On all subsequent even steps "science learns", and lowers "H1" (leaving H0 unconsidered) and if this leads to H0 becoming a large burden that might easily cause more humans (reacting to avoid serious pain) that is actually a nice thing from the perspective of the profit-seeking scientists: their market penetration is getting bigger!

On all subsequent odd steps "the virus learns" and raises "H1" again (not worrying too much about keeping H0 also close to the ideal hotness if the unvaccinated are very very rare, and so in general this could end up almost anywhere because it isn't being optimized by anyone or anything)?
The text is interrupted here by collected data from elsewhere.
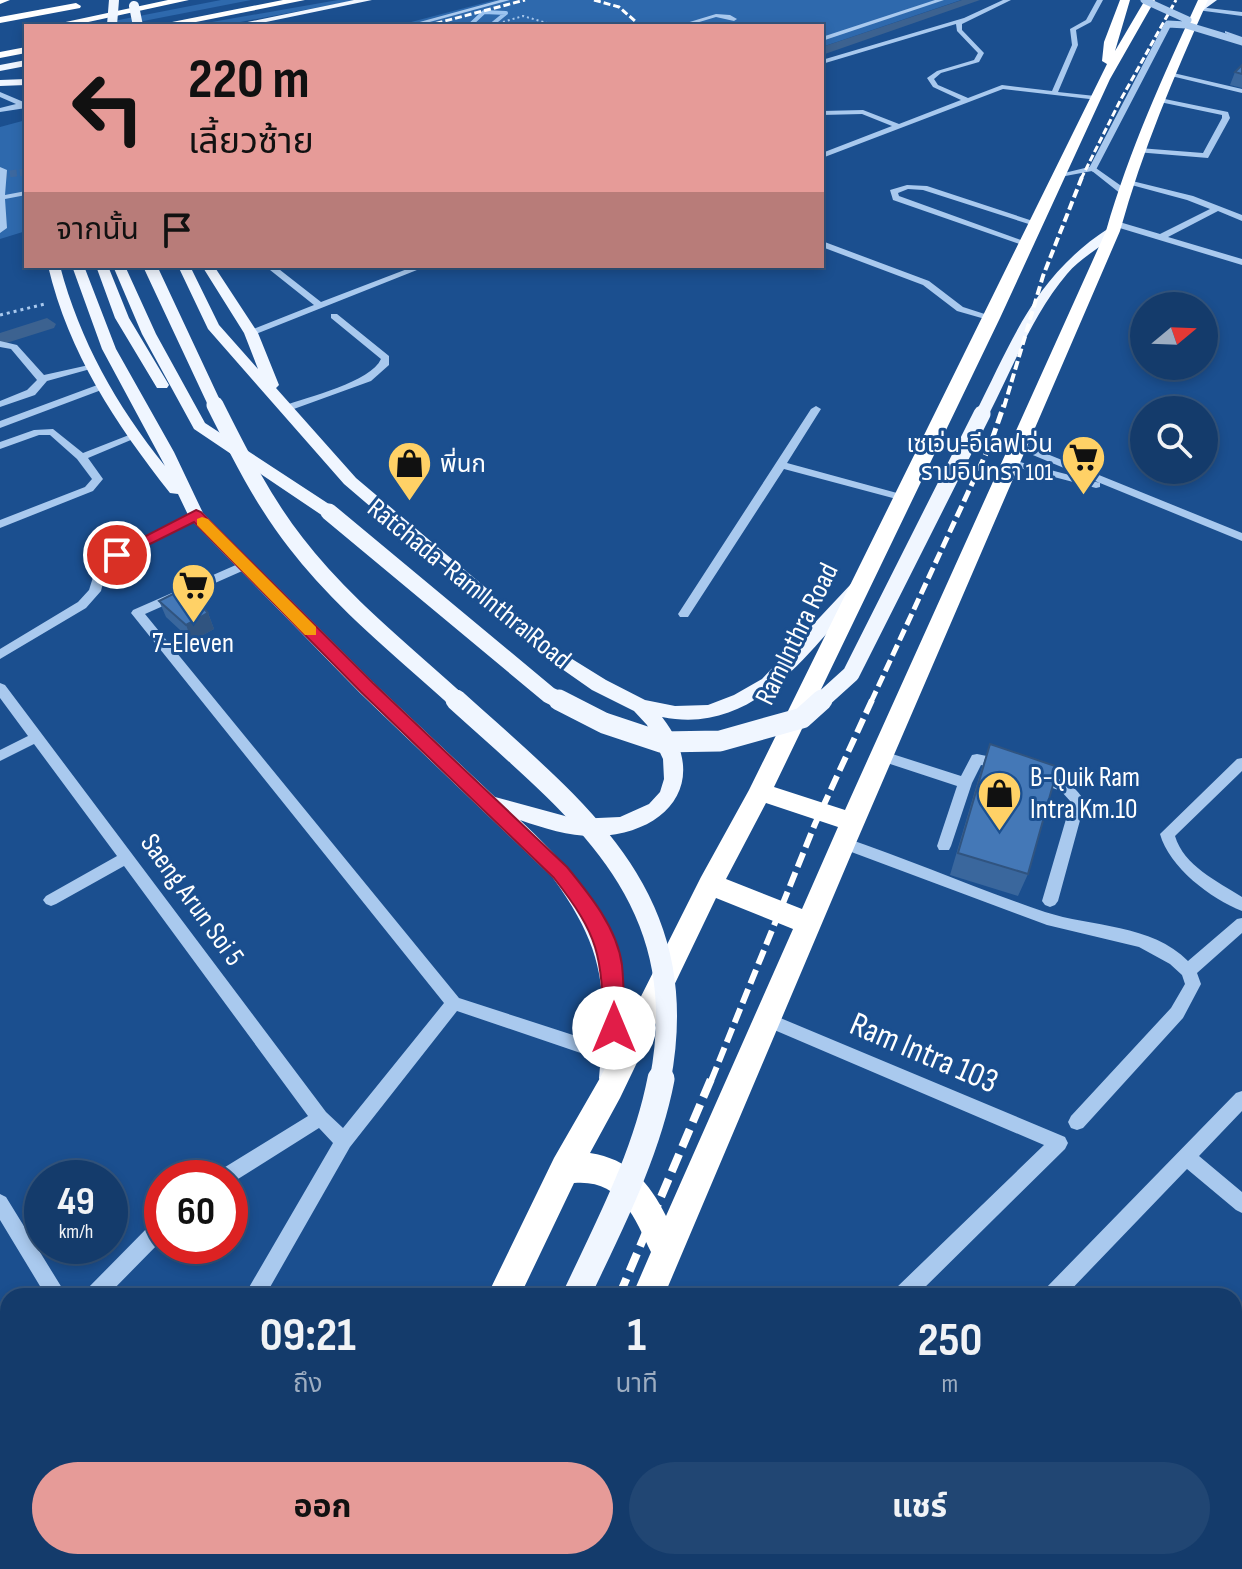 <!DOCTYPE html>
<html lang="th">
<head>
<meta charset="utf-8">
<style>
  :root { --surface:#143b6b; --page:#214673; --text:#f1f3f6; --muted:#9dadc1; --line:#33557e; --accent:#e69b98 }
  body { margin:0; font-family:"Sofia Sans Condensed","Noto Sans Thai",sans-serif; background:var(--page); color:var(--text); height:100vh; display:flex; flex-direction:column; font-size:30px; white-space:nowrap }
  * { box-sizing:border-box; margin:0 }
  p { font-size:26px; color:var(--muted) }
  .icon { flex:none; width:44px; height:44px; fill:none; stroke:currentColor; stroke-width:2; stroke-linecap:round; stroke-linejoin:round }
  .map { position:relative; flex:1; overflow:hidden }
  .drawer { position:absolute; left:0px; top:1288px; width:1242px; height:282px; display:flex; flex-direction:column; background:var(--surface); border-radius:24px 24px 0 0; box-shadow:0 4px 12px #0003,0 0 0 2px var(--line) }
  .drawer>* { flex:none }
  .hud { position:absolute; left:24px; top:24px; width:800px; height:244px; border-radius:0px; box-shadow:0 4px 12px #0003,0 0 0 2px var(--line); background:#e69b98; color:#111; overflow:hidden }
  .needle { width:52px; rotate:71deg }
  .buttons { position:absolute; left:1130px; top:292px; display:grid; gap:16px }
  .buttons a { display:grid; place-items:center; width:88px; height:88px; border-radius:50%; background:var(--surface); box-shadow:0 4px 12px #0003,0 0 0 2px var(--line); font-size:40px }
  .speed { position:absolute; left:24px; top:1160px; display:flex; gap:16px; font-size:40px; font-weight:700; text-align:center }
  .speed>* { display:grid; place-content:center; width:104px; height:104px; border-radius:50%; background:var(--surface); box-shadow:0 4px 12px #0003,0 0 0 2px var(--line); line-height:1 }
  .speed small { font-size:20px; font-weight:400 }
  .speed .limit { border:12px solid #d22; background:#fff; color:#111 }
  .pin { position:absolute; display:grid; place-items:center; width:68px; height:68px; color:#fff; margin:-34px; border:4px solid #fff; border-radius:50%; box-shadow:0 2px 8px #0007 }
  .me { position:absolute; width:88px; margin:-44px; rotate:0deg; stroke-linejoin:round; filter:drop-shadow(0 0 6px #0008) }
  .turn { display:flex; align-items:center; gap:28px; height:168px; padding:0 32px; font-size:36px }
  .turn .icon { width:104px; height:104px; stroke-width:2.5 }
  .turn b { display:block; font-size:56px; line-height:68px }
  .then { display:flex; align-items:center; height:76px; padding:0 32px; background:#0003; gap:16px; font-size:30px }
  .eta { display:flex; justify-content:space-evenly; align-items:center; height:136px; text-align:center }
  .eta b { font-size:48px; font-weight:700; line-height:56px }
  .primary-button { display:flex; gap:16px; margin-top:auto; padding:16px 32px }
  .primary-button a { flex:1; height:92px; border-radius:48px; background:var(--accent); color:#111; font-size:32px; font-weight:700; line-height:92px; text-align:center }
  .primary-button a+a { background:var(--page); color:var(--text) }
  .map>svg:first-child { display:block }
  .green { fill:#2e69ad }
  .lines { fill:none; stroke-linecap:round; stroke-linejoin:round }
  .stream { stroke:#9cc4f0; stroke-width:4 }
  .canal { fill:#3c6290; fill-rule:evenodd }
  .minor-tunnel { stroke:#3d69a0; stroke-width:7; stroke-dasharray:7 3; stroke-linecap:butt }
  .path-far1 { stroke:#a9c9ee; stroke-width:2; stroke-dasharray:2 3; stroke-linecap:butt }
  .path { stroke:#a9c9ee; stroke-width:3; stroke-dasharray:3 4; stroke-linecap:butt }
  .minor { fill:#a9c9ee; fill-rule:evenodd }
  .major { fill:#f0f6ff; fill-rule:evenodd }
  .highway { fill:#fff; fill-rule:evenodd }
  .rail-far4 { stroke:#fff; stroke-width:3; stroke-dasharray:7 3; stroke-linecap:butt }
  .rail-far3 { stroke:#fff; stroke-width:4; stroke-dasharray:9 4; stroke-linecap:butt }
  .rail-far2 { stroke:#fff; stroke-width:5; stroke-dasharray:12 5; stroke-linecap:butt }
  .rail-far1 { stroke:#fff; stroke-width:6; stroke-dasharray:15 6; stroke-linecap:butt }
  .rail { stroke:#fff; stroke-width:8; stroke-dasharray:19 8; stroke-linecap:butt }
  .minor-bridge { stroke:#a9c9ee; stroke-width:7 }
  .major-bridge-far4 { stroke:#f0f6ff; stroke-width:10 }
  .major-bridge-far3 { stroke:#f0f6ff; stroke-width:13 }
  .major-bridge-far2 { stroke:#f0f6ff; stroke-width:17 }
  .major-bridge-far1 { stroke:#f0f6ff; stroke-width:21 }
  .major-bridge { stroke:#f0f6ff; stroke-width:27 }
  .wall { fill:#3a679d }
  .shaded-wall { fill:#305480 }
  .building { fill:#4478b7; stroke:#305480; stroke-width:2 }
  .route { fill:#e11d48; stroke:#92132f; stroke-width:2 }
  .slow { fill:#f59e0b }
  .labels { text-anchor:middle; dominant-baseline:central; stroke-width:6; stroke-linejoin:round; paint-order:stroke }
  .far-poi-label { font-size:24px; fill:#fff; stroke:#1b4f8f; text-anchor:end }
  .street-label { font-size:28px; fill:#fff; stroke:#1b4f8f }
  .poi-label { font-size:28px; fill:#fff; stroke:#1b4f8f }
  .near-street-label { font-size:34px; fill:#fff; stroke:#1b4f8f }
</style>
</head>
<body>
<div class="map">
<svg width="1242" height="1569" viewBox="0 0 1242 1569">
  <rect width="100%" height="100%" fill="#1b4f8f"/>
  <path class="green" d="M221,0H251L118,26H88Z
    M338,0H357L219,26H189Z
    M495,0H961L822,47V26H396Z
    M26,120V231L0,239V127Z"/>
  <g class="lines">
    <path class="stream" d="M469,26L484,12L506,13
      M490,26L506,13"/>
    <path class="canal" d="M962,0H980L822,55V47Z
      M47,318L56,324L54,328L0,345V333Z"/>
    <path class="minor-tunnel" d="M0,175L26,172"/>
    <path class="path-far1" d="M506,26L503,22L523,16L557,26"/>
    <path class="path" d="M0,315L45,304"/>
    <path class="minor" d="M500,0H510L415,26H405Z
      M935,0H944L822,41V37Z
      M1003,0H1011L962,24V30L984,53L979,62L941,73L934,79L938,85L968,98L1002,85L1052,91L1072,45L1070,29L1086,20L1097,0H1103L1091,22L1076,30L1078,45L1058,92L1095,96L1098,100L1003,89L822,158V153L892,126L862,114L822,115V111L863,110L899,124L961,100L933,87L927,78L937,71L974,60L978,53L957,31L956,24L822,64V60L964,18Z
      M1199,7L1242,12V16L1197,10Z
      M716,14L730,15L737,19L734,21L716,17L686,26L683,24Z
      M1225,31L1242,37V41L1225,33Z
      M1169,72L1242,89V93L1167,75Z
      M0,92L26,103V108L0,112V108L16,104L0,97Z
      M1155,97L1228,112L1230,118L1208,158L1136,152L1135,150L1139,148L1203,153L1222,118V115L1155,101Z
      M1093,166L1127,190V194H1121L1092,171L1060,177L1056,175Z
      M0,167L7,170L5,195L26,191V195L5,199L7,228L0,233Z
      M1124,179L1193,196L1242,215V221L1218,211L1168,237L1242,259V265L1113,226L1112,224L1116,221L1160,234L1210,209L1187,200L1124,183Z
      M907,185L927,186L1042,224L1035,226L923,190L908,189L898,193L899,196L1032,244L1025,246L893,200L890,190Z
      M822,241L929,281L963,307L997,318L992,321L957,311L923,285L822,247Z
      M265,266H275L321,302L415,266H427L251,336L246,333L248,331L314,305Z
      M331,314H337L389,356V365L371,381L291,410H283V406C308,397 371,382 381,359L331,318Z
      M0,341L17,345L44,375L89,365L94,368L47,381L35,395L0,407V401L27,390L37,380L11,349L0,347Z
      M100,384L104,385V389L0,428V421Z
      M816,406L821,409L787,463L908,496L910,498L904,501L784,469L688,617H680L678,614L680,611L811,409Z
      M53,429L83,453L129,435L133,434L138,437L88,458L103,479L93,491L0,528V520L85,487L92,479L77,459L50,435H39L0,449V442L34,430Z
      M1020,443L1242,533V541L1100,483V487L1096,488L1008,465L1007,463L1012,460L1100,483L1016,448V444Z
      M196,512L200,513V517L121,558L105,575L101,591L86,608L0,659V649L78,602L89,590L95,571L113,552Z
      M245,561L249,562V568L145,614L459,998L613,1048L619,1051L621,1056L619,1061L613,1064L457,1011L350,1147L265,1296H244L333,1143L319,1128L230,1184V1178H214L217,1172L308,1116L124,866L56,904L51,906L46,904L43,900L46,896L117,856L34,744L0,761V750L28,736L0,698V683L5,685L326,1112L343,1128L444,1003L131,613L133,610Z
      M883,751L961,776L972,755L977,754L1006,760L1008,764L1001,769L981,765L972,783L951,846L949,850H939L937,846L957,786L878,760L876,756L878,752Z
      M1242,758V771L1175,836C1184,866 1217,881 1242,897V911C1211,899 1169,867 1160,834L1237,759Z
      M1036,771C1057,777 1074,782 1085,802L1058,901L1055,905L1050,907L1045,905L1042,901L1071,802L1061,791L1031,780L1029,776Z
      M843,837C911,860 977,889 1045,912C1091,927 1152,924 1188,961L1237,919L1242,918V933L1197,973L1201,984L1183,1018L1083,1128L1077,1130L1071,1128L1068,1122L1071,1116L1171,1008L1185,984L1182,975L1170,964L1139,947L1047,925L838,847L836,843L838,839Z
      M766,1012L1065,1137L1068,1143L1065,1149L916,1296H892L895,1289L1044,1145L760,1024L758,1019L760,1014Z
      M1242,1091V1111L1199,1156L1242,1192V1213L1236,1210L1187,1169L1065,1296H1042L1045,1289L1236,1093Z
      M0,1194L6,1197L67,1296H46L0,1220Z
      M162,1218V1240L107,1296H84L87,1289L155,1220Z
      M8,1393V1419L0,1423V1397Z
      M86,1562H109L106,1569H83Z
      M997,1562H1023L1026,1569H1000Z"/>
    <path class="major" d="M354,0H372L247,26H228Z
      M1207,0H1217L1202,11H1196V7Z
      M26,60V66L0,71V65Z
      M26,79V85L0,86V80Z
      M1109,228L1119,231C1103,247 1082,256 1067,274C1033,314 1013,367 989,414L987,417H977L975,414C1013,339 1035,276 1109,228Z
      M48,266H60C80,341 116,405 165,466L102,349L72,266H84L116,349L174,452L203,513L374,683L495,797L576,819L620,817L649,804L660,792L664,779L663,759L647,725L634,711L592,690L552,662L344,484L208,329L178,266H190L219,325L258,369L244,333L202,266H214L258,333L279,385L276,388L356,478L564,654L606,680L645,700L675,706L708,705L734,695L762,679L851,584H863L866,588L863,592C809,651 755,736 662,717C711,780 669,833 598,836C571,837 546,829 520,820C613,908 633,950 623,1078L620,1086L611,1089L602,1086L599,1078C607,991 606,951 553,878L360,693L190,519L178,494L170,493C115,423 69,354 48,266Z
      M96,266H108L129,318L169,385L167,388H157L115,318Z
      M113,266H125L156,334L205,423L335,508V516H323L194,429L142,334Z
      M438,1562H470L467,1569H435Z"/>
    <path class="highway" d="M0,0H10L0,4Z
      M168,0H189L70,26H47Z
      M283,0H305L176,26H152Z
      M1120,0H1130L1115,51L1145,0H1155L1110,79L1000,318L774,787L845,810L1106,231C1129,151 1163,76 1198,0H1208C1174,76 1142,151 1120,231L856,843L664,1296H632L651,1252C634,1216 620,1179 574,1183L520,1296H487L554,1158L600,1078L701,877L749,790L1107,64L1102,61L1104,42ZM766,803L838,827L802,909L726,879ZM716,898L793,929L666,1216C649,1182 629,1159 590,1153L620,1098Z
      M76,3L81,6L80,8L0,23V17Z
      M26,47V53L0,58V52Z
      M353,1562H391L388,1569H350Z
      M517,1562H555L552,1569H514Z"/>
    <path class="rail-far4" d="M594,0L619,7L635,21L634,26
      M426,26L525,0
      M1081,179L1120,101L1176,0"/>
    <path class="rail-far3" d="M1004,407L1043,276L1082,177"/>
    <path class="rail-far2" d="M871,702L990,445L1004,405"/>
    <path class="rail-far1" d="M711,1081L815,824L872,700"/>
    <path class="rail" d="M619,1296L711,1079
      M499,1569L502,1562"/>
    <path class="minor-bridge" d="M1144,0L1188,20
      M1093,168L1168,24L1186,25L1242,42"/>
    <path class="major-bridge-far4" d="M134,6L138,26
      M112,25L114,0"/>
    <path class="major-bridge-far3" d="M150,266L216,407"/>
    <path class="major-bridge-far2" d="M215,405C239,453 263,501 296,543C342,603 403,651 459,702
      M329,512L549,695L563,702
      M820,702L851,674L982,414"/>
    <path class="major-bridge-far1" d="M456,700C577,810 696,895 660,1081
      M559,700L604,723L661,742L720,741L802,718L822,700"/>
    <path class="major-bridge" d="M576,1296C609,1226 646,1156 661,1079"/>
  </g>
  <path class="wall" d="M1242,65V88L1230,85L1235,72Z
    M159,601L208,613L214,629L192,641L166,617Z
    M990,744L1028,874L1018,896L950,875L982,767Z"/>
  <path class="shaded-wall" d="M208,613L214,629L192,641L186,625Z"/>
  <path class="building" d="M1242,65V74L1235,72Z
    M185,588L208,613L186,625L159,601Z
    M990,744L1058,767L1028,874L958,853Z"/>
  <path class="route" d="M196,510L201,512L373,683L567,867C590,895 617,928 622,965C624,985 624,1007 625,1028L622,1034L614,1037L607,1034L604,1028C601,954 600,937 554,878L361,692L194,522L122,558H112L109,555Z"/>
  <path class="slow" d="M202,517L208,519L316,627V635H305L197,525V519Z"/>
  <defs>
    <symbol id="supermarket-pin" viewBox="-11 -11 22 30"><path d="M0 17L-7.5 6A9.5 9.5 0 1 1 7.5 6Z" fill="#ffd166" stroke="#1b4f8f"/><path d="M-6-5.5h2.5l.6 2H6L4.5 2H-2.5L-4.4-4H-6ZM-1.5 3.2a1.3 1.3 0 1 0 .1 0ZM3 3.2a1.3 1.3 0 1 0 .1 0Z" fill="#111"/></symbol>
    <symbol id="shop-pin" viewBox="-11 -11 22 30"><path d="M0 17L-7.5 6A9.5 9.5 0 1 1 7.5 6Z" fill="#ffd166" stroke="#1b4f8f"/><path d="M-5-2.5h2.3a2.7 3.5 0 0 1 5.4 0H5L5.5 6h-11ZM-1.5-2.5h3a1.5 2.3 0 0 0-3 0Z" fill="#111"/></symbol>
  </defs>
  <g fill-rule="evenodd">
    <use href="#supermarket-pin" x="1058" y="432" width="51" height="69"/>
    <use href="#shop-pin" x="384" y="438" width="51" height="69"/>
    <use href="#supermarket-pin" x="168" y="560" width="51" height="69"/>
    <use href="#shop-pin" x="974" y="768" width="51" height="69"/>
  </g>
  <g class="labels">
    <g class="far-poi-label">
      <text x="1053" y="444">เซเว่น-อีเลฟเว่น<tspan x="1053" dy="28">รามอินทรา 101</tspan></text>
      <text x="440" y="464" text-anchor="start">พี่นก</text>
    </g>
    <g class="street-label">
      <text transform="translate(469 584) rotate(39)">Ratchada-Ram Inthra Road</text>
      <text transform="translate(797 634) rotate(-64)">Ram Inthra Road</text>
      <text transform="translate(192 900) rotate(54)">Saeng Arun Soi 5</text>
    </g>
    <g class="poi-label">
      <text x="193" y="643">7-Eleven</text>
      <text x="1030" y="777" text-anchor="start">B-Quik Ram<tspan x="1030" dy="32">Intra Km.10</tspan></text>
    </g>
    <g class="near-street-label">
      <text transform="translate(924 1053) rotate(23)">Ram Intra 103</text>
    </g>
  </g>
</svg>
<div class="buttons">
<a><svg class="needle" viewBox="-14 -14 28 28"><path d="M0-13l5 13h-10z" fill="#e53935"/><path d="M0 13l5-13h-10z" fill="#9dadc1"/></svg></a>
<a><svg class="icon" aria-label="search" viewBox="0 0 24 24"><circle cx="10" cy="10" r="6"/><path d="M15 15l6 6"/></svg></a>
</div>
<div class="speed"><div>49<small>km/h</small></div><div class="limit">60</div></div>
<div class="pin" style="left:117px;top:555px;background:#d93025"><svg class="icon" aria-label="arrive" viewBox="0 0 24 24"><path d="M6 21V4h12l-3 4 3 4H6"/></svg></div>
<svg class="me" style="left:614px;top:1028px" viewBox="-20 -20 40 40"><circle r="19" fill="#fff"/><path d="M0-13L10 11 0 6-10 11z" fill="#e11d48"/></svg>
<div class="hud">
<div class="turn"><svg class="icon" aria-label="left" viewBox="0 0 24 24"><path d="M17 20v-9H6M10 6l-5 5 5 5"/></svg><div><b>220 m</b>เลี้ยวซ้าย</div></div>
<div class="then">จากนั้น<svg class="icon" aria-label="arrive" viewBox="0 0 24 24"><path d="M6 21V4h12l-3 4 3 4H6"/></svg></div>
</div>
<section class="drawer">
<div class="eta">
<div><b>09:21</b><p>ถึง</p></div>
<div><b>1</b><p>นาที</p></div>
<div><b>250</b><p>m</p></div>
</div>
<div class="primary-button"><a>ออก</a><a>แชร์</a></div>
</section>
</div>
</body>
</html>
(((Note that this model might be a BAD prediction of the future. It might be mechanistically false! The reason to think it might be false is a sort of "tails come apart" or "goodhart's law" issue, where, if we think that "hotness" is the only thing that exists (which subsumes both pathogencity and transmissibility) so that scientists vs evolution cause this one variable to go up and down over and over... but if the virus and the scientists could ask more specifiucally for exactly what they want then the virus could get very very high transmissibility and the scientists could get very very low pathogencity and they'd both be naively happy. However... this ignores the third party... the patients who the for-profit medical scientists are trying to extract payments from.)))

So overall, over time perhaps we see:

The virus becomes unconcerned if the 0.5% of patients  who lack an imperfect vaccine die from H0 being very very hot, and the for-profit private medical scientists become happy if H0 gets very very hot and kills anyone who doesn't buy their product. And the biology suggest that this might be a stable bioeconomic Red Queen Race... depending on how H0 fluctuates in (a loosely correlated?) response to the dynamic tensions to iteratively raise and lower H1.

A pattern similar to this sometimes "arises for some period of time" within normal evolution (without any intervention by scientists). For example, bay trees have unimportant symptoms when infected with sudden oak death, whereas oak trees are killed by the pathogen.

Bay trees thus have an evolutionary incentive to maintain their infections, which clear the area around them of competing trees, giving them access to the sunlight. Oak trees have an incentive to react to this combined attack, but if they don't learn to ALSO resist the sudden oak death pathogen very quickly they might simply be removed from the game board.

In this analogy, those who take imperfect vaccines would be like the bay trees, and the transition from "mostly oak forests" to "mostly bay forests" would be like what the vaccine-making for-profit scientists would want to cause, to maximize vaccine purchasing among the aggregate "herds of customer/victims" when they sell their products to individuals rather than selling to coordinated centralized (elected?) herd managers.

Something in my soul resonates with the idea of "doing what a benevolent herd manager would tell me to do" if any benevolent herd managers existed.

Since no benevolent-and-competent herd managers exist in the modern world, this is perhaps a silly yearning for me to have, yet I still think about it anyway, because I am a fool.

Separately, I'm not actually sure of the science here. Maybe "hotness" isn't a useful way to think about the relationship between pathogenicity and transmissibility and/or maybe H0 stays reasonably low no matter what, even when there's almost no optimization pressure on it?